Yine çok güzel sonbahar ve orman manzaralı yol üzerinden ara ara fotoğraf
molaları vererek Pınarbaşı’na varıyoruz.
Pınarbaşı
2500 nüfuslu küçük bir ilçe. Bir meydan ve bu meydana + şeklinde açılan 500 er
metre uzunluğunda dört caddeden oluşuyor. Küçük bir ilçe olması nedeniyle
konaklama sıkıntısı mevcut. Bizim de zor yer bularak konakladığımız bir otel,
belediyenin yaptığı fakat henüz işletilmeyen bir apart otel, bir konak ve
öğretmen evi var. Yakın gelecekte eminim ki bir turizm patlaması olacak ve bunu
karşılamak için yeni tesisler yapılacaktır. Çünkü Horma Kanyonu, Valla Kanyonu,
Kerpe Tepesi Seyir Terası, Ilıca Şelalesi ve Ilgarini Mağarası ile doğa turizmi
açısından eşsiz yerler barındırıyor.
Pınarbaşı mutfağı da kendine özgü tatları barındırıyor. Dağlarda yetişen kızamık bitkisinin meyvelerinden yapılan Kara Çorba, bir çeşit tirit diyebileceğimiz yufka ekmeği ve tavuk etinden yapılan Banduma, peynir dolgulu mantı bu ilçeye özgü tatlar ve bu küçük ilçede bunlar yiyebileceğiniz 5 adet lokanta mevcut. Biz kaldığımız sürece hepsini denedik.
Orman yolu
bitip tekrar asfalt yola vardığımızda tesadüfen sökülmüş bir tabela direği ve
buradan aşağıya inen yeni parke taşı döşenmiş bir yol görüyoruz. Aradığımız
yolun bu olduğuna kanaat getirip yola giriyoruz. 500 m sonra parke taşı bitiyor
çaşıt taşı dökülmüş zeminde bir süre daha gidiyoruz ama daha sonra risk
almaktan vazgeçip geri dönüyoruz. Burası da bu rotada bulamadığımız üçüncü
hedef oluyor. Saat dörde yaklaştığı ve hava kararmaya başladığı için Valla
Kanyonu’nu da sabaha bırakıp Pınarbaşı’na geri dönüyoruz.
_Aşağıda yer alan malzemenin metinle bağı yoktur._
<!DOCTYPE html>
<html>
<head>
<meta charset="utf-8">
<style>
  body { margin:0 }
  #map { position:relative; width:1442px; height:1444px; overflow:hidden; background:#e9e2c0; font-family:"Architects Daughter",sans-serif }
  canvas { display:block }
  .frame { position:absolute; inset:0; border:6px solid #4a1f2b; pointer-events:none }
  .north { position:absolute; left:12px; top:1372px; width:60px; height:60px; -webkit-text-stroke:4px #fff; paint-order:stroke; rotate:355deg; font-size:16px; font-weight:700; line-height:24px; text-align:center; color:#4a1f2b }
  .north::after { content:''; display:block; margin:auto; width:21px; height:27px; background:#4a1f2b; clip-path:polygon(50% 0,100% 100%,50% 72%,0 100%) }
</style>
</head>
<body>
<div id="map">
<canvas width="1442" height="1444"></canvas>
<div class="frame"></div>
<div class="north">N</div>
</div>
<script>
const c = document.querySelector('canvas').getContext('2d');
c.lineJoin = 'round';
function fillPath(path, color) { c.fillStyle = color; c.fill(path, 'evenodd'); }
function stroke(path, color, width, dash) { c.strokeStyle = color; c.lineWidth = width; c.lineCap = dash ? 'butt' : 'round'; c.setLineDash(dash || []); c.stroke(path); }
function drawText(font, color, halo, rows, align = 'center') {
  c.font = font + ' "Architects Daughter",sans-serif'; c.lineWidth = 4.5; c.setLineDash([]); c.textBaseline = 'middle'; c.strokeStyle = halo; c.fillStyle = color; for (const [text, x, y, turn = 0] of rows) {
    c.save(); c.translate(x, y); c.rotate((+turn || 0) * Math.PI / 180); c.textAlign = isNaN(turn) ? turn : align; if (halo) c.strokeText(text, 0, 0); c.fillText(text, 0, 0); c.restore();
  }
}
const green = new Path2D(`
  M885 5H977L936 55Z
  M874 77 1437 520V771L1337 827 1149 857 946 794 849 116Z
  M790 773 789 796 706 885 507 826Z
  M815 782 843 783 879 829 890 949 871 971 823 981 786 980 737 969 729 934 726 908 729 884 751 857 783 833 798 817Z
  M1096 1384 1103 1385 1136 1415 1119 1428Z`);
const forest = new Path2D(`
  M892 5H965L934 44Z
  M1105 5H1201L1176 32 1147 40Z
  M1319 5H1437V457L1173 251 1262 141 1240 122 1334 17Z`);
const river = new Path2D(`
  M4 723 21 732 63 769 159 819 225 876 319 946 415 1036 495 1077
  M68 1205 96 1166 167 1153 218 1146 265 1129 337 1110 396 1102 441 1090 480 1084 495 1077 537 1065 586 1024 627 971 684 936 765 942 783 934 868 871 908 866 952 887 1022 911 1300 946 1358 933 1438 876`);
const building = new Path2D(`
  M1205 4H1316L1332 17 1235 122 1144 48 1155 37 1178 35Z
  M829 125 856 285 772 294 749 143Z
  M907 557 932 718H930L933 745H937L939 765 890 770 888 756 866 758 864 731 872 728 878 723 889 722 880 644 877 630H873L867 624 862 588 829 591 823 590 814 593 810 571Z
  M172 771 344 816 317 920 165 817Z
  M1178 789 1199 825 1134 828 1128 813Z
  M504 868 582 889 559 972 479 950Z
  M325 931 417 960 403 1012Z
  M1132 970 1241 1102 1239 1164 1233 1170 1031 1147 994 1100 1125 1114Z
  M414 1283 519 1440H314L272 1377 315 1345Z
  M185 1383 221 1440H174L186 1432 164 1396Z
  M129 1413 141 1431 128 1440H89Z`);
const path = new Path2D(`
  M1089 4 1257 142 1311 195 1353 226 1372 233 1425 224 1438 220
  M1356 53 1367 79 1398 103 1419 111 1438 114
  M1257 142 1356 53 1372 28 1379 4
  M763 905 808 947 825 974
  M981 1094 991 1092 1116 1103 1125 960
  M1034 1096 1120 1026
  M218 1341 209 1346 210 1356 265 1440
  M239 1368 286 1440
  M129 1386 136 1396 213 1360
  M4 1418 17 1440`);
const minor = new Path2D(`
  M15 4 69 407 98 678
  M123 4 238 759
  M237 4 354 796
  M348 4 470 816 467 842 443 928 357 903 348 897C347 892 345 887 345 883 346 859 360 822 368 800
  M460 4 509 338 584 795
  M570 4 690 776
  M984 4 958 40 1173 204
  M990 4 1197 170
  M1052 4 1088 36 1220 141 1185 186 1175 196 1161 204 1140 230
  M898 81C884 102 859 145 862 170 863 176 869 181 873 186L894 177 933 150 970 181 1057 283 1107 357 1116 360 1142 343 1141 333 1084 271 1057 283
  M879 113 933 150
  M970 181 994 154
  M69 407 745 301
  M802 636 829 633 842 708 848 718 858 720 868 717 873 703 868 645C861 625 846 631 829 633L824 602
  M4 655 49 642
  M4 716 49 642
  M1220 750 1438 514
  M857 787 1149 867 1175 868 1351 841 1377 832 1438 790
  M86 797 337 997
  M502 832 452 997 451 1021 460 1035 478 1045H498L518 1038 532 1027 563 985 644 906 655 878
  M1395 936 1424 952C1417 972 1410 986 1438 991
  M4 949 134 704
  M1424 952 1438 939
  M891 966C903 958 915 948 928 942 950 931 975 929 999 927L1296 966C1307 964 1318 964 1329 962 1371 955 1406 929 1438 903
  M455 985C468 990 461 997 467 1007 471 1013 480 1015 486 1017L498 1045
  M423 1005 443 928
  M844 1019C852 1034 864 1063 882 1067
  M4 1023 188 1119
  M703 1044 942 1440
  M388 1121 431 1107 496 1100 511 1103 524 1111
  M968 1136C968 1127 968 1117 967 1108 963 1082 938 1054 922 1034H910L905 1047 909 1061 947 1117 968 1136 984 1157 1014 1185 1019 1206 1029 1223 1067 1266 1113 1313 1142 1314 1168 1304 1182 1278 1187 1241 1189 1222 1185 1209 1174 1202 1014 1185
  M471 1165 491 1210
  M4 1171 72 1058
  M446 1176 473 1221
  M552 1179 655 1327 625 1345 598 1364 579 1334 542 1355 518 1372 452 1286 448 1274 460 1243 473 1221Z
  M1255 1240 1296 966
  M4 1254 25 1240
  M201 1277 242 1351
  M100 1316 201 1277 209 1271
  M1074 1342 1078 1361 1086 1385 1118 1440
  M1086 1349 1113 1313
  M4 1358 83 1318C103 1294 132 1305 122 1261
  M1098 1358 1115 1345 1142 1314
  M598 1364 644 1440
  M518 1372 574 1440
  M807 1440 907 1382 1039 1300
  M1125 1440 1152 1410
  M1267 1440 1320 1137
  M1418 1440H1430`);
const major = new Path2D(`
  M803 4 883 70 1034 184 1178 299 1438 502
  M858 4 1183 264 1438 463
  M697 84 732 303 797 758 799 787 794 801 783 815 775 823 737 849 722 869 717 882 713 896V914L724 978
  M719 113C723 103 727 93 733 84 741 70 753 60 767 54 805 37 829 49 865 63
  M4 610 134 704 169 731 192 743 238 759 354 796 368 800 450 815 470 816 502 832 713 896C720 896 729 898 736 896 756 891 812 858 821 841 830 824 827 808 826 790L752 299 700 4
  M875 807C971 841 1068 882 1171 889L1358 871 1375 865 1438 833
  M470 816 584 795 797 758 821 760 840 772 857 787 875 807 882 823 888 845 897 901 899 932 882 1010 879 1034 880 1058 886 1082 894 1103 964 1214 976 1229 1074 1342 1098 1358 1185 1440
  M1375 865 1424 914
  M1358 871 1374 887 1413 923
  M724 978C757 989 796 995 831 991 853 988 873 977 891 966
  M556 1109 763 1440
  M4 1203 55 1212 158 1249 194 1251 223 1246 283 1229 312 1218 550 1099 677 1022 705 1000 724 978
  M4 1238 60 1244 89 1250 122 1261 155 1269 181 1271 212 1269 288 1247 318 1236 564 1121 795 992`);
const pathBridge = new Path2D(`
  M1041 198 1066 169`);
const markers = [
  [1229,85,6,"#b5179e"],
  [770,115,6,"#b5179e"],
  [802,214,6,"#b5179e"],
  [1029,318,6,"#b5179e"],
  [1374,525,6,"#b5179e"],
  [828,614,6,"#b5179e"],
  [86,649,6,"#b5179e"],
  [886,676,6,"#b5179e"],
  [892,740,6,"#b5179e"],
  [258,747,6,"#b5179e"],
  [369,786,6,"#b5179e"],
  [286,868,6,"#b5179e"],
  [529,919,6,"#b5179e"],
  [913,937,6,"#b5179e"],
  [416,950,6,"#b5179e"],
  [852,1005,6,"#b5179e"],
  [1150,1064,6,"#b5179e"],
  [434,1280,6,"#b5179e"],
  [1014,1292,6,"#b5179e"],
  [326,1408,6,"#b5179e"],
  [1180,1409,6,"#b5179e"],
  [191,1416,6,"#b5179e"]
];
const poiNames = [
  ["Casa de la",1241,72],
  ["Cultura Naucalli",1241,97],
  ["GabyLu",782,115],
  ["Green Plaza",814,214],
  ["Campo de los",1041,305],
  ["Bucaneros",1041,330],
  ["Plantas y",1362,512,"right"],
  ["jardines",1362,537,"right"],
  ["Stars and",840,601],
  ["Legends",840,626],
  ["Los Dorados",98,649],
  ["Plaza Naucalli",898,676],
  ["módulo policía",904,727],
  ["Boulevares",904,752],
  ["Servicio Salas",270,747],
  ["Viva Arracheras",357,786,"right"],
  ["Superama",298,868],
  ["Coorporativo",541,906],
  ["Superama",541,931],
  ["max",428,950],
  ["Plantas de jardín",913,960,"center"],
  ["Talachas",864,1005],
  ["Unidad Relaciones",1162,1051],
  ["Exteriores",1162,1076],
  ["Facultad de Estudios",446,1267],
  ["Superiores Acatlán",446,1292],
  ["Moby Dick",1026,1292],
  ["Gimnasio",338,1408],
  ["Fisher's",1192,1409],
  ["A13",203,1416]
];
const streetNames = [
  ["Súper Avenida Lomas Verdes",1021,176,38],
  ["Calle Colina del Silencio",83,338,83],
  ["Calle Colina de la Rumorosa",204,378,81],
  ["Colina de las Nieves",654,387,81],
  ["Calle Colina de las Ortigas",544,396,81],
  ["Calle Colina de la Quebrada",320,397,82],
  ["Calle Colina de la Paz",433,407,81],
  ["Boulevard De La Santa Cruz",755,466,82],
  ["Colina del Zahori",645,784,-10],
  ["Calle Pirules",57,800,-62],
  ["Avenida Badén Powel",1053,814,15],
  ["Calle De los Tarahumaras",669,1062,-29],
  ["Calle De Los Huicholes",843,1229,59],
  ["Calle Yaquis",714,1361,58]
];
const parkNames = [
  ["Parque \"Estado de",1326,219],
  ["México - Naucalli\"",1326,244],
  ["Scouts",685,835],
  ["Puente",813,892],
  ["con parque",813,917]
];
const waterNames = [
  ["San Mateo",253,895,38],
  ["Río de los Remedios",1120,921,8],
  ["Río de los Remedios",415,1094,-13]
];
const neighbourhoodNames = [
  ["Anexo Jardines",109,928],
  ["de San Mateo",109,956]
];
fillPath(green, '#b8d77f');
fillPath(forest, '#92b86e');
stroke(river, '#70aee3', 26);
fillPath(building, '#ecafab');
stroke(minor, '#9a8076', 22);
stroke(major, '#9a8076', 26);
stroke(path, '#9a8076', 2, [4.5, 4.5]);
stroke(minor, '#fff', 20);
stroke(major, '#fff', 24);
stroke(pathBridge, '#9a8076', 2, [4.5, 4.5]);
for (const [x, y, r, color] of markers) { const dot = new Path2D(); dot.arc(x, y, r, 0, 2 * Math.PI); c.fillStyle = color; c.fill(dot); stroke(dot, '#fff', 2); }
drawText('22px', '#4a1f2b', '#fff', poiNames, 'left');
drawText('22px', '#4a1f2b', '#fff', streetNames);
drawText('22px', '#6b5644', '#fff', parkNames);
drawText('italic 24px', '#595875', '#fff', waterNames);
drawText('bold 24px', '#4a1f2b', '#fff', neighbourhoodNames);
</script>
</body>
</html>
Sabah kahvaltı sonrası otelimizden ayrılıyoruz. Pınarbaşı’ndan ayrılmadan Valla Kanyonu Muratbaşı Burgu Seyir Terasını ziyaret edeceğiz. Yaklaşık 28 km mesafede bir kısmı asfalt bir kısmı stabilize yoldan ilerleyerek hedefimize varıyoruz. Aracımızı yine köy içinde bırakıp seyir terasına kadar 1 km lik bir patikayı yürümemiz gerekiyor. Sonbahar manzaraları eşliğinde bir süre yürüdükten sonra orman içine giriyoruz. Patika burada parke taşı döşenmiş genişçe bir yola dönüyor, sağ tarafımız Valla kanyonu. Parke taşı yol bitince bu kez ahşap bir yoldan önümüzde yükselen burgu terasa doğru yürümeye devam ediyoruz. Dünyanın en derin ikinci kanyonu olan Valla Kanyonuna bir kartal gibi yukarıdan bakıyoruz. Yıllar önce bu kanyona girip, haber alınamayan ve günlerce kurtarma çalışmalarını basından izlediğim günleri hatırlıyorum. Aynı orman yolundan geri dönüp Erol’un yerinde sonbahar ve vadi manzarasına karşı odun ateşinde demlenmiş çayımızı keyifle içiyoruz. Ve yolu düşen herkese bu mütevazi cay bahçesinde yine çok naif ve mütevazi insan Erol’da bir çay içmesini, eğer öğle vaktiyse gözleme yemesini mutlaka öneririm.
Kastamonu’ya
16 km kala görmek istediğimiz bir yer daha var. Kasaba köyündeki Mahmut Bey Camii.
UNESCO Dünya Mirası aday listesindeki camii, Candaroğlu Beyliğinin ahşap mimari
sanatında ulaştığı zirveyi gösteren Kastamonu’nun olduğu kadar Türkiye’nin de
en estetik eserlerinden biridir. 1366 yılında Candaroğlu Beyliği Emiri Kötürüm
Beyazıd’ın kardeşi Mahmut Bey tarafından yaptırılmıştır. Mahmut Bey Camiinin en
önemli özelliklerinden biri muhteşem oyma sanatı ile süslenmiş giriş kapısıdır.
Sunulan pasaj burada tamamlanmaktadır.